Paolo Veronese was born in Verona, Italy in 1528. He died in April of 1588 in Venice, Italy. Veronese received almost all of his artistic training from Antonio Badile. He spent most of his life in Venice where he owned his own large workshop. Veronese was working most of the time, so his life was pretty busy. He also somehow managed to raise two sons, Carlo and Gabriele. Veronese's creations mostly consisted of fresco paintings, but he also did drawings, portraits, and decorative paintings. Three of his paintings were part of a group of paintings (actually consisted of four paintings), called the Four Allegories of Love. They were named Unfaithfulness, Scorn, and Happy Union. There are not many mentions of Veronese having patrons, although it does say that he worked for patrons.
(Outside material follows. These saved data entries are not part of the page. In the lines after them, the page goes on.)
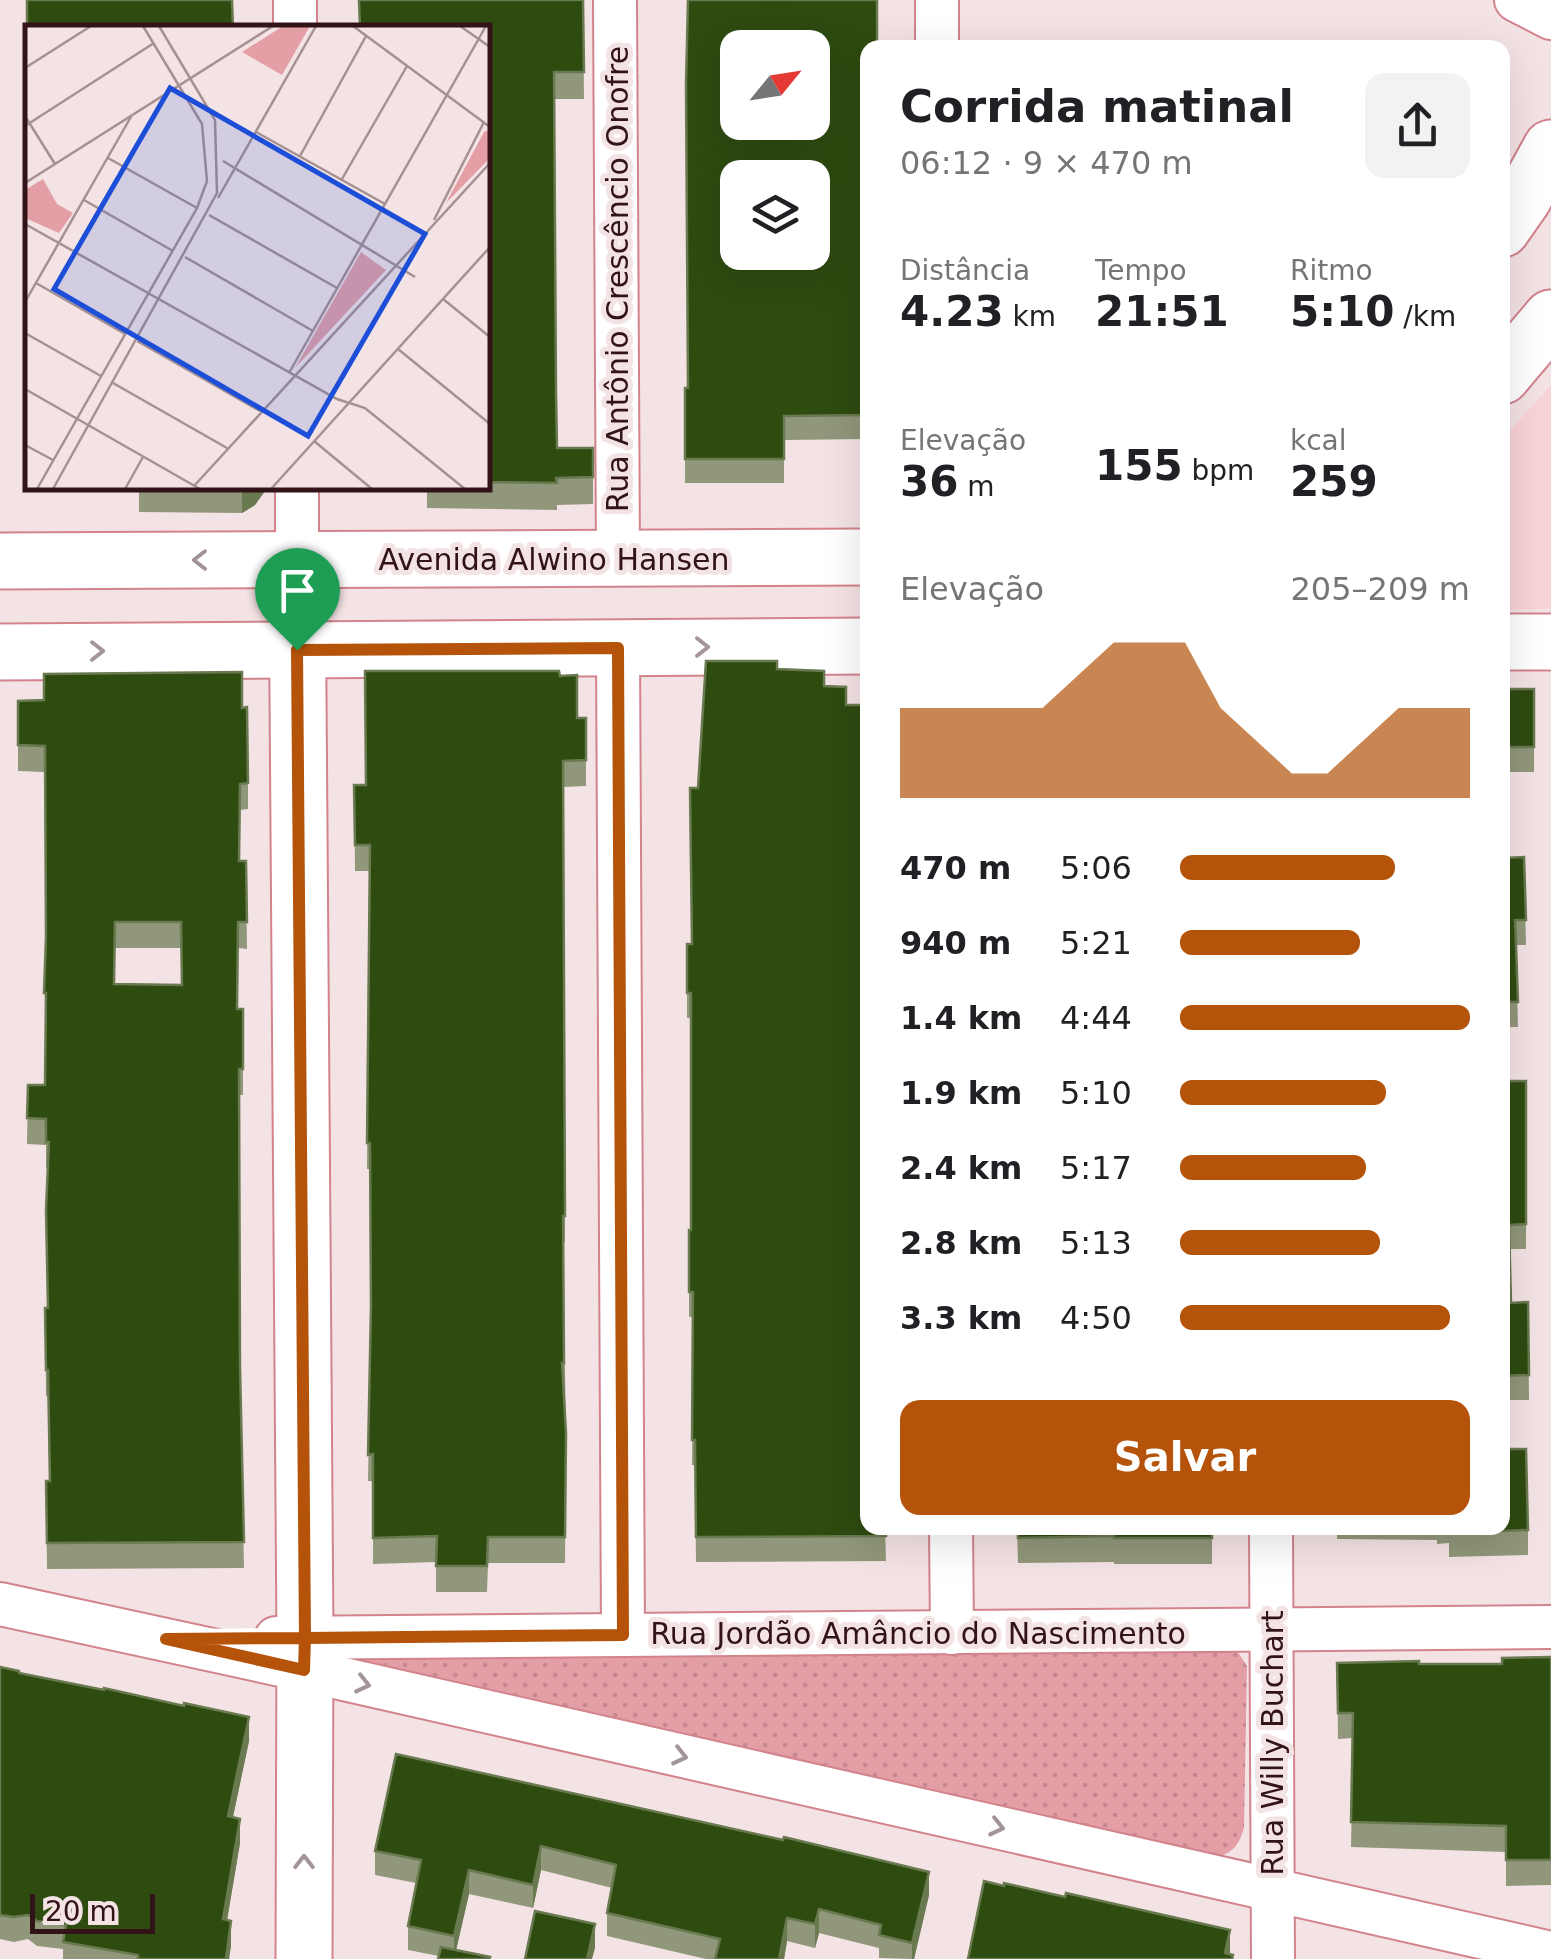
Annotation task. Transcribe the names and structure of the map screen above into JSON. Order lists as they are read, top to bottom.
{
  "streets": {
    "street": [
      "Rua Antônio Crescêncio Onofre",
      "Avenida Alwino Hansen",
      "Rua Jordão Amâncio do Nascimento",
      "Rua Willy Buchart"
    ]
  },
  "crossings": [
    ["Rua Antônio Crescêncio Onofre", "Avenida Alwino Hansen"],
    ["Rua Jordão Amâncio do Nascimento", "Rua Willy Buchart"]
  ],
  "scale_bar": "20 m",
  "north": "top right",
  "page": {
    "heading": ["Corrida matinal", "06:12 · 9 × 470 m"],
    "stats": [
      ["Distância", "4.23 km"],
      ["Tempo", "21:51"],
      ["Ritmo", "5:10 /km"],
      ["Elevação", "36 m"],
      ["155 bpm"],
      ["kcal", "259"]
    ],
    "chart": ["Elevação", "205–209 m"],
    "list": [
      {
        "name": "470 m",
        "note": "5:06"
      },
      {
        "name": "940 m",
        "note": "5:21"
      },
      {
        "name": "1.4 km",
        "note": "4:44"
      },
      {
        "name": "1.9 km",
        "note": "5:10"
      },
      {
        "name": "2.4 km",
        "note": "5:17"
      },
      {
        "name": "2.8 km",
        "note": "5:13"
      },
      {
        "name": "3.3 km",
        "note": "4:50"
      }
    ],
    "buttons": "Salvar",
    "scale": "20 m"
  }
}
Veronese's art mostly relates to naturalism and humanism. He created artwork that used many subtle colors. Veronese used both light and dark tones, but he did not use vibrant or neon colors very often in his pieces. Almost all of his artwork had its focus on humans. Humanism is trying to strive to be the very best, and focusing on how you can improve yourself. A lot of his paintings suggested how humans should act or how they should be.

A Piece by Veronese


Paolo Veronese created an piece of art in 1575 of which he named Respect. Respect is only one piece of artwork from the Four Allegories of Love group. Today, these pieces are on the National Gallery (U.K.) website, and many other places in Italy (museums, art studios, etc.). Veronese mostly stuck to his common way of painting with gentle colors and tones. This piece of work is very significant because it shows the importance of respecting women, even when they are most vulnerable. Even when some people don't agree, Veronese still displays his opinion through his work. The piece shows a nude woman lying asleep in a bed, and a man close by. Cupid is standing in between them and leaning backwards towards the woman. The man is reaching his arm out, as if he lusts for her, and at the same time his body leans the other way like he is denying his wishes. Naturalism is probably the most prominent in the piece. It has all of the colors and tones that is normal for him to use, and there are a few textures going on as well. The scene is very realistic for people, and it is depicting exactly what is happening. It is not making the woman seem fake or falsifying her true self. It shows the event occurring in a natural form. I find this piece interesting because we get to see how the man is having internal struggles with himself. Many men now-a-days would immediately go after the vulnerable woman, but in the artwork it shows him respecting the woman. To see that he knows what is right and what is wrong, and that he has self control is very pleasing to me, and most likely other females as well. This specific piece, as well as the Four Allegories of Love group can be viewed online at the National Gallery (U.K.) website, or in Italy throughout museums and such.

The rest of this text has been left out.